Sunday, 26 August 2012

a mass of incandescent gas

Via the ever excellent Boing Boing, National Geographic reports on the singular roundness of the Sun. It is in fact on average the most perfectly spherical object known to man. The globes of the planets and satellites of course strive to this same figure but due to the tugging of other objects and their own rotation and compositions have settled mostly for a slightly oolong shape.

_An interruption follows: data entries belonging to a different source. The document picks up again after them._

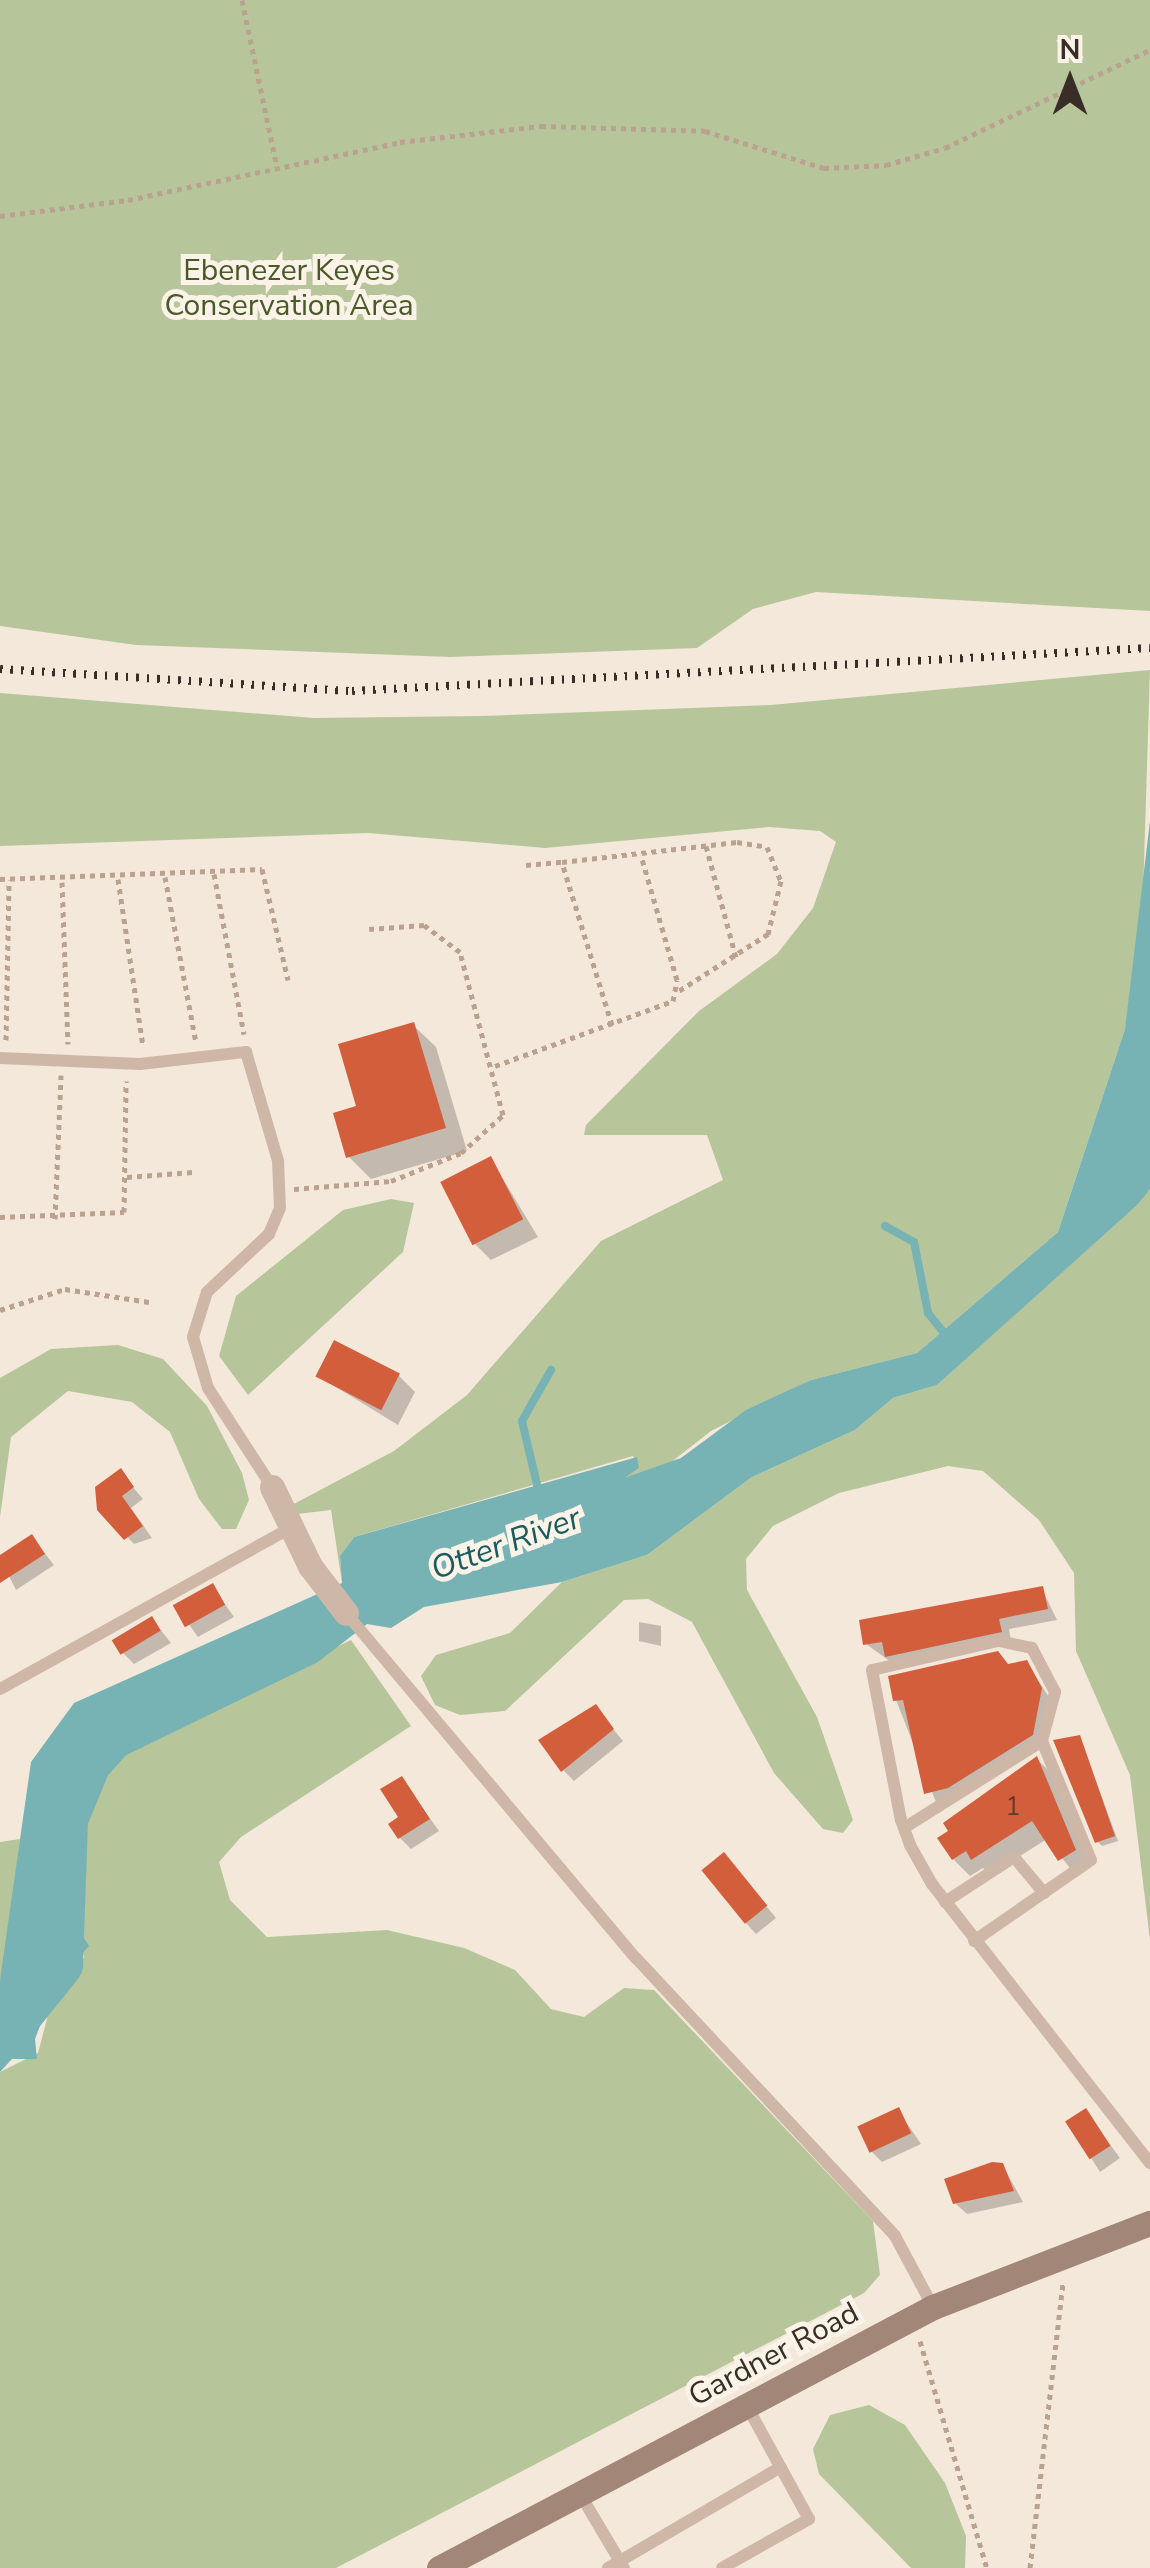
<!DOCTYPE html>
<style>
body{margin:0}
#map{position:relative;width:1150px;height:2568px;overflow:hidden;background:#f4e8db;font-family:"Nunito Sans",sans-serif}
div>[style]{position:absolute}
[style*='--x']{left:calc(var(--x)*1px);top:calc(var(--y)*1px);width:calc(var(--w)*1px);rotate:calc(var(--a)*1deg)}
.green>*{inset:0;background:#b7c59a}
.water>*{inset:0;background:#77b3b4}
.shadow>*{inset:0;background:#0003}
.stream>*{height:8px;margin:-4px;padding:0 4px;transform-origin:4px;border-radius:4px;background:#77b3b4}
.river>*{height:45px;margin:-22.5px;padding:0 22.5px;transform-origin:22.5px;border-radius:22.5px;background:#77b3b4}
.building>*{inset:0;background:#d25e3c;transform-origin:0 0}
.path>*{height:5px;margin-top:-2.5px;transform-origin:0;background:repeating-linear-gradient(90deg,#baa190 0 5px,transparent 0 10px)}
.lane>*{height:12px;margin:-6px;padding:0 6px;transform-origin:6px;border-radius:6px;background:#ceb7a6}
.street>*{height:25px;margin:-12.5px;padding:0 12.5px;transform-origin:12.5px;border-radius:12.5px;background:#ceb7a6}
.secondary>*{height:25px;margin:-12.5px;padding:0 12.5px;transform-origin:12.5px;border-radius:12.5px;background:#a28677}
.rail>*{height:8px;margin-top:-4px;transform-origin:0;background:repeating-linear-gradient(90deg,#392d27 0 2.5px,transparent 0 10.5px)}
span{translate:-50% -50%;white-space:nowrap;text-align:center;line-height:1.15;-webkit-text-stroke:10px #fbf2e8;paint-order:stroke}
.number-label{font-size:25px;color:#5f392c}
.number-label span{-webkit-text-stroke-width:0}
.park-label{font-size:30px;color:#495a29}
.street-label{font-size:30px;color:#392d27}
.water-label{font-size:32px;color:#195c5f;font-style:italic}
.north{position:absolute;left:1020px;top:30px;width:100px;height:100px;-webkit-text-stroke:8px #fbf2e8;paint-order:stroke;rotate:0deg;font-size:28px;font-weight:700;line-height:40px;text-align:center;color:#392d27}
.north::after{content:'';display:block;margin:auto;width:35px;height:45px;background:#392d27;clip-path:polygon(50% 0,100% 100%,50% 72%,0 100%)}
</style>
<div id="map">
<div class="green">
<div style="clip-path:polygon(0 0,1150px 0,1150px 611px,816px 592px,753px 609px,697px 648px,450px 657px,136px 645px,0 626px)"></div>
<div style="clip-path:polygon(1150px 670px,1142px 928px,1125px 1029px,1058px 1232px,917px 1353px,811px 1380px,711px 1431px,593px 1523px,536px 1541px,528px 1529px,604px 1493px,639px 1468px,633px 1456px,354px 1537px,340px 1556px,342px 1583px,331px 1510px,289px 1515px,290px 1506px,394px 1451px,467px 1395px,601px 1241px,723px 1180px,707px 1135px,584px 1135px,586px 1125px,699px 1011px,777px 954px,813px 908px,836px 842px,820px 831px,769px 827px,545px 848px,368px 833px,0 846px,0 693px,314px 718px,482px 716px,771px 705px)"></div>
<div style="clip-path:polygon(1150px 1189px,1150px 1940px,1130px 1775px,1076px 1651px,1074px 1573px,1039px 1520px,983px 1471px,948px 1466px,839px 1493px,773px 1526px,746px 1559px,747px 1590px,817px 1717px,853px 1820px,843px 1833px,823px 1829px,774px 1773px,692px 1622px,648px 1599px,624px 1600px,505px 1711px,460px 1715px,435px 1705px,421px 1676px,436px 1655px,510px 1633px,562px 1582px,647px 1555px,752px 1477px,855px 1430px,893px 1398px,937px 1385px)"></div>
<div style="clip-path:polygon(391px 1199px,414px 1203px,403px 1252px,248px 1395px,219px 1356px,236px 1296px,343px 1210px)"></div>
<div style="clip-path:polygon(118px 1345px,163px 1359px,207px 1406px,242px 1473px,249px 1500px,236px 1529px,222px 1529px,199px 1499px,170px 1432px,132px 1402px,68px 1391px,11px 1437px,0 1517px,0 1378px,51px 1349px)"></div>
<div style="clip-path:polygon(351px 1640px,411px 1726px,241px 1837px,219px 1862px,230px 1900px,267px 1937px,387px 1930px,464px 1948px,515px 1970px,551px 2009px,584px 2017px,624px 1988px,654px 1990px,873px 2221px,880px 2275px,864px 2293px,336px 2568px,0 2568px,0 2072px,38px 2053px,57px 1981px,84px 1958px,80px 1930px,54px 1890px,61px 1827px,83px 1783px,70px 1776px)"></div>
<div style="clip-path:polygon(20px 1839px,5px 1966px,0 1980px,0 1842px)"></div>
<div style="clip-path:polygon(869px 2405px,905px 2425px,945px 2483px,966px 2536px,965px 2568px,911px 2568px,819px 2474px,813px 2449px,830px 2415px)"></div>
</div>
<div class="water">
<div style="clip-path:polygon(1150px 821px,1150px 1189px,1137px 1205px,937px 1385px,893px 1398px,855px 1430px,752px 1477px,647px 1555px,562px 1582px,424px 1607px,391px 1628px,367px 1624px,318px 1662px,106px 1765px,76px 1770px,70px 1779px,84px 1778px,61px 1827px,54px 1890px,89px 1946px,57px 1981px,35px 2039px,37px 2059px,12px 2059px,0 2072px,0 1980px,31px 1762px,74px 1703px,342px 1583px,340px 1556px,354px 1537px,637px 1457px,639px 1468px,604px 1493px,528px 1529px,536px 1541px,593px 1523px,746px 1410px,811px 1380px,917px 1353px,1058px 1232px,1125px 1029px)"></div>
</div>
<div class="shadow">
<div style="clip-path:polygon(413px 1025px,436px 1047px,467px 1151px,371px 1179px,348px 1156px,359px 1107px)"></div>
<div style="clip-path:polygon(491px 1159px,538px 1237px,491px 1260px,474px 1243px)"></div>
<div style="clip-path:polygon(398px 1375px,415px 1392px,398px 1425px,318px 1376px)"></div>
<div style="clip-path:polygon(120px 1472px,143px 1499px,131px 1508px,152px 1538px,134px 1544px,100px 1509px)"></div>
<div style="clip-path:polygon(32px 1537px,54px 1565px,16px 1590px,0 1558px)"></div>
<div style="clip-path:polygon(212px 1586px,234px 1617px,198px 1637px,176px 1606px)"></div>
<div style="clip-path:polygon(1042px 1589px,1057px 1620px,1009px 1629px,1011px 1642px,898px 1667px,866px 1644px)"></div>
<div style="clip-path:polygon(152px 1619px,171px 1643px,134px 1664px,123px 1653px)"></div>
<div style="clip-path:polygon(639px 1622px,661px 1626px,661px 1646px,639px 1641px)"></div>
<div style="clip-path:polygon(1026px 1662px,1051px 1700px,1043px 1745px,936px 1802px,896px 1700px)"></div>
<div style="clip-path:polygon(595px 1707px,623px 1741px,574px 1781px,563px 1770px)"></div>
<div style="clip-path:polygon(1080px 1738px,1118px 1841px,1102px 1846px,1097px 1841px)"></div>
<div style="clip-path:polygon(1037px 1759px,1054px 1776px,1091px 1867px,1077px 1877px,1047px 1839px,990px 1875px,983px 1868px,970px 1876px,953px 1859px)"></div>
<div style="clip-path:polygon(402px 1779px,439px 1831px,411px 1849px,400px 1838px)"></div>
<div style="clip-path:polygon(734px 1866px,776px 1918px,756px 1934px,746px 1923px)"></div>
<div style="clip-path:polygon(898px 2110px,921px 2144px,882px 2162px,871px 2151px)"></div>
<div style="clip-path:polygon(1085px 2111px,1120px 2158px,1100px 2172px,1069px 2123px)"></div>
<div style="clip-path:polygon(1003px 2166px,1023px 2202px,967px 2214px,955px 2203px)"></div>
</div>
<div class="stream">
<div style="--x:885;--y:1226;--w:33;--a:29"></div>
<div style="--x:914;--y:1242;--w:72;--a:78.8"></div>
<div style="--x:928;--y:1313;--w:32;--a:51"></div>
<div style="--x:539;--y:1493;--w:74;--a:-103.3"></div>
<div style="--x:522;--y:1421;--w:59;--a:-60.4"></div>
</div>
<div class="river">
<div style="--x:475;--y:1554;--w:222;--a:-19.5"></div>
<div style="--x:0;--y:2039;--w:96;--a:-51.3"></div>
<div style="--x:60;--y:1964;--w:145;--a:-88"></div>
<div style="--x:65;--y:1819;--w:61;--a:-67.7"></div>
<div style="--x:88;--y:1763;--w:57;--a:-48.5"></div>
</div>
<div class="building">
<div style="clip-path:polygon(414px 1022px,446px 1128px,346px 1158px,333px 1113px,356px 1106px,338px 1044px)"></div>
<div style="left:491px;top:1156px;width:71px;height:57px;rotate:63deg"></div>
<div style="left:334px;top:1340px;width:74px;height:41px;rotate:27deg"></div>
<div style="clip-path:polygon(121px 1468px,134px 1487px,122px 1496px,143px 1526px,124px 1540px,97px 1510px,95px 1487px)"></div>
<div style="clip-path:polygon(32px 1534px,45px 1554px,0 1583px,0 1555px)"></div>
<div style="left:213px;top:1583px;width:25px;height:46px;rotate:61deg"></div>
<div style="clip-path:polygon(1043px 1586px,1048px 1609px,999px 1619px,1002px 1632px,885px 1657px,882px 1642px,863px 1645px,859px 1620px)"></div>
<div style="left:152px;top:1616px;width:17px;height:47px;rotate:59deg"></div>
<div style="clip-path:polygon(998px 1651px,1008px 1664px,1027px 1660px,1042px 1688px,1033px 1735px,948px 1788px,924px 1794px,903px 1700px,893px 1701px,888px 1676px)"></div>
<div style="clip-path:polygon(596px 1704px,614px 1729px,561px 1772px,538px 1740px)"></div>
<div style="clip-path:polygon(1080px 1735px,1115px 1836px,1095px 1843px,1053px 1740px)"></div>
<div style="clip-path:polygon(1037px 1756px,1076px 1850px,1058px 1861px,1032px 1821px,971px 1860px,966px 1851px,952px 1860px,937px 1838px,948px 1831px,943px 1823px)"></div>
<div style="clip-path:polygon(402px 1776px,430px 1819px,398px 1839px,388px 1824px,398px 1817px,380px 1789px)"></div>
<div style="left:724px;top:1852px;width:69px;height:29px;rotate:51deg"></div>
<div style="left:899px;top:2107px;width:29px;height:46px;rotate:65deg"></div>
<div style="left:1086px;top:2108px;width:45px;height:25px;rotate:57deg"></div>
<div style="clip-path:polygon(992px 2162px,1003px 2163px,1014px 2191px,953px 2204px,944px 2179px)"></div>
</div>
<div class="path">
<div style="--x:242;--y:0;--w:172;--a:78.2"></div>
<div style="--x:0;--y:216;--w:129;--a:-7.1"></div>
<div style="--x:128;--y:200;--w:278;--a:-12"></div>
<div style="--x:400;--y:142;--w:142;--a:-6.5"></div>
<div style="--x:541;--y:126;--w:164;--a:1.7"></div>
<div style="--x:705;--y:131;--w:125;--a:17.3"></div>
<div style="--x:824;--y:168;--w:62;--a:-2.8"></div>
<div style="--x:886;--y:165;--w:61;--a:-16.1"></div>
<div style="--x:945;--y:148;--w:227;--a:-25.6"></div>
<div style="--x:706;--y:846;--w:115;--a:74.9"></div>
<div style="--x:526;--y:865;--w:36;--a:-5"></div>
<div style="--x:214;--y:874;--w:163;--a:79.4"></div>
<div style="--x:165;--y:877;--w:168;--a:79.4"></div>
<div style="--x:0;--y:879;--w:262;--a:-2.2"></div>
<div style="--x:262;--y:869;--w:114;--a:76.8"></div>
<div style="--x:118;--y:879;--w:169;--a:81.5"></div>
<div style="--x:62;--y:882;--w:162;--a:87.9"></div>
<div style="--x:612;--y:1025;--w:170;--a:-107.1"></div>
<div style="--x:562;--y:862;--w:176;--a:-6.5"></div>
<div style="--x:737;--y:842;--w:30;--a:9"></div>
<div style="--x:767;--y:847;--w:37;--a:68"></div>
<div style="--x:781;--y:881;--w:55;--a:103.8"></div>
<div style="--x:768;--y:934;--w:108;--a:147.5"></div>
<div style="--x:6;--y:1040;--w:160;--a:-88.9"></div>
<div style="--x:495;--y:1066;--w:189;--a:-20.1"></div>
<div style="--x:673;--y:1001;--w:21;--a:-79"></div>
<div style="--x:677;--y:980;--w:130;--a:-106.1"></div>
<div style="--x:127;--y:1177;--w:66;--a:-4.3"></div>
<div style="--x:294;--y:1189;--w:97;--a:-4.7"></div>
<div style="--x:391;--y:1181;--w:75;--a:-21.8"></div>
<div style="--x:461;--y:1153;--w:57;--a:-42.1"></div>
<div style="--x:503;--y:1115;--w:169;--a:-104.8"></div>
<div style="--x:460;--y:952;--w:45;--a:-143.1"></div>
<div style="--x:424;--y:925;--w:55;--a:175.8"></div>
<div style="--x:0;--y:1217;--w:124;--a:-2.3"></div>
<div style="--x:124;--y:1212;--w:131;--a:-89.1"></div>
<div style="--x:55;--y:1219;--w:144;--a:-87.6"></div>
<div style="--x:0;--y:1310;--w:68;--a:-17.9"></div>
<div style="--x:65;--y:1289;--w:85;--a:8.8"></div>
<div style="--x:920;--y:2341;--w:237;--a:73.6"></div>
<div style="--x:1030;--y:2568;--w:288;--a:-83.4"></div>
</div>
<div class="lane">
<div style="--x:0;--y:1058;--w:140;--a:2.5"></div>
<div style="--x:140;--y:1064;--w:107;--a:-6.5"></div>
<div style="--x:246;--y:1052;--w:114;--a:73.6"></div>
<div style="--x:278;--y:1161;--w:47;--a:87.6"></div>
<div style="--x:280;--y:1208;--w:28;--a:113"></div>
<div style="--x:269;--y:1234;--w:85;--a:136.9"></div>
<div style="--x:207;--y:1292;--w:47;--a:107.3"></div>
<div style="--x:193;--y:1337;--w:53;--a:73.6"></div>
<div style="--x:208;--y:1388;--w:118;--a:57.1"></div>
<div style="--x:346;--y:1613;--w:451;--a:50"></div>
<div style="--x:636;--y:1958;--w:380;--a:47"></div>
<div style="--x:895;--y:2236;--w:81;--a:61.8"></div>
<div style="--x:0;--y:1689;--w:330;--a:-29"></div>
<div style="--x:904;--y:1828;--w:163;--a:-32.2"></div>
<div style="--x:1042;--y:1741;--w:51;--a:-75.1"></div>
<div style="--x:1055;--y:1692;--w:50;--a:-117.6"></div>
<div style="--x:1032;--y:1648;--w:35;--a:-168"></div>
<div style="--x:998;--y:1641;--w:129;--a:167"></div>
<div style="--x:872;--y:1670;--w:153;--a:79.1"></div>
<div style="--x:901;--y:1820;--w:27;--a:70"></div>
<div style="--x:910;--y:1845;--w:45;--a:60.6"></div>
<div style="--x:932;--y:1884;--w:354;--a:52"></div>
<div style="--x:945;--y:1902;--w:82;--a:-33.1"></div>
<div style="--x:1014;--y:1857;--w:47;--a:50.2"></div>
<div style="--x:974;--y:1941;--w:142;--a:-34.7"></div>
<div style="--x:1091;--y:1860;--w:129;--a:-112.4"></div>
<div style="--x:580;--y:2494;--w:86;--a:59.3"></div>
<div style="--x:608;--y:2568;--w:200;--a:-30.3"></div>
<div style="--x:722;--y:2568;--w:100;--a:-29.4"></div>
<div style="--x:809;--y:2519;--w:129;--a:-118.8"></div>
</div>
<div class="street">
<div style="--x:272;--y:1487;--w:88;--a:64.3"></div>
<div style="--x:310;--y:1566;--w:59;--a:52.5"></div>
</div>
<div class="secondary">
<div style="--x:439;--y:2568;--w:559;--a:-27.85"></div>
<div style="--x:933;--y:2307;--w:233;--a:-21.2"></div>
</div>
<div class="rail">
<div style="--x:0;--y:669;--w:353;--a:3.6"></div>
<div style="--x:352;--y:691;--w:799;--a:-3.08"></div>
</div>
<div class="number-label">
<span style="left:1013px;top:1807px">1</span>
</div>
<div class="park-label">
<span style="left:289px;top:288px">Ebenezer Keyes<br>Conservation Area</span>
</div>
<div class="street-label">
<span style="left:774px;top:2355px;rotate:-28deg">Gardner Road</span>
</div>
<div class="water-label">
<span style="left:506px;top:1544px;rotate:-20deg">Otter River</span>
</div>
<div class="north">N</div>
</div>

The article does not directly rate other, distant stars but seems to suggest that an astral body of a different class and age would not maintain a circular form. Scientists believe being able to better measure the tiny, hair’s breadth imperfections could better anticipate solar-induced weather conditions on Earth, like eruptions that disrupt communication or even the cycle of ice-ages. I wonder if astronomers have the ability to see if a far away star’s silhouette is round or distorted. Could that be a better indicator of a brood of planets—or specifically those that could harbour familiar biology, than watching for other types of perturbations? Does the reciprocal tug of a constellation of planets produce this perfect shape? Were the outline of a star proved to be a positive indicator of earth-like worlds, it would be a bit like the progression of the ancient astronomers from Ptolemy to Copernicus to Kepler, which saw the centre of the universe move from the Earth, to the Sun, to a point somewhere in between, the heavens not orbiting around the centre of the Sun but rather some fulcrum that was the sum negotiation of everything pulling against everything else.